Zoi is the founding chief executive officer of the Alliance for Climate Protection, which was established and chaired by former Vice President Al Gore.

Zoi was chief of staff in the White House Office on Environmental Policy in the Clinton-Gore administration, where she managed the team working on environmental and energy issues. She was a manager at the U.S. Environmental Protection Agency (EPA), where she pioneered the Energy Star Program.

She has worked for several energy-focused organizations, as group executive director at the Bayard Group, renamed Landis+Gyr Holdings in 2008, which is a world leader in energy measurement technologies and systems; as the assistant director general of the New South Wales EPA in Sydney, Australia; and as the founding chief executive officer of the New South Wales Sustainable Energy Development Authority (SEDA), a $50 million fund to commercialize greenhouse-friendly technology. Under her leadership, SEDA launched the world's first nationwide green power program and the world's largest solar-powered suburb.

In February 2011, it was announced that Zoi had been hired by George Soros and private equity firm Silver Lake to run an "investment strategy focused on providing growth capital to business innovators in the energy and resource sectors"

At Stanford University in Fall of 2012, she taught a course ENERGY 154: Energy in Transition: Technology, Policy and Politics.

Makani Power announced that Zoi was named in its board of directors at the start of 2013. Google purchased Makani Power in May 2013.

==Energy Star Program==
During her tenure at the U.S. Environmental Protection Agency (EPA), Zoi founded the Energy Star Program.
The Energy Star program was created in the early 1990s by the United States Environmental Protection Agency in an attempt to reduce energy consumption and greenhouse gas emission by power plants. The program was developed by John S. Hoffman, inventor of the Green Programs at EPA, working closely with the IT industry, and implemented by Zoi and Brian Johnson. The program was intended to be part of a series of voluntary programs, such as Green Lights and the Methane Programs, that would demonstrate the potential for profit in reducing greenhouse gases and facilitate further steps to reducing global warming gases.

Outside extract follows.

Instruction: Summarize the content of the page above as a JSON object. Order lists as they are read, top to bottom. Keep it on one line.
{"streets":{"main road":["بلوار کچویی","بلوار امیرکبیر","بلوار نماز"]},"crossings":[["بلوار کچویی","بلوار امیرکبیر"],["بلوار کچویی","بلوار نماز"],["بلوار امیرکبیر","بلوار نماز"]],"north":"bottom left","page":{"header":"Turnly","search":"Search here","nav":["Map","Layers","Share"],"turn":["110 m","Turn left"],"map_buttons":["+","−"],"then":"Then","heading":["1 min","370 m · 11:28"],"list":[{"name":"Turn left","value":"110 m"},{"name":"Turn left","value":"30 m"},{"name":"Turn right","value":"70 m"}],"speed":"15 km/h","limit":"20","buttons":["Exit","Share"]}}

Initiated as a voluntary labeling program designed to identify and promote energy efficient products, Energy Star began with labels for computer and printer products. In 1995 the program was significantly expanded, introducing labels for residential heating and cooling systems and new homes. As of 2006, more than 40,000 Energy Star products are available in a wide range of items including major appliances, office equipment, lighting, home electronics, and more. In addition, the label can also be found on new homes and commercial and industrial buildings. In 2006, about 12 percent of new housing in the United States was labeled Energy Star. The EPA has estimated it saved about $14 billion in energy costs in 2006 alone. The Energy Star program has helped spread the use of LED traffic lights, efficient fluorescent lighting, power management systems for office equipment, and low standby energy use.

In 2008, the EPA announced Green Power Partnership program, which was designed to help achieve its goal of encouraging the use of renewable power sources. The renewable energy credits allow companies without direct access to renewable power achieve their goals. However, to avoid companies buying RECs years in advance of any of the hypothetical power ever being produced, RECs are only accepted into the program when the actual equivalent renewable power will be produced.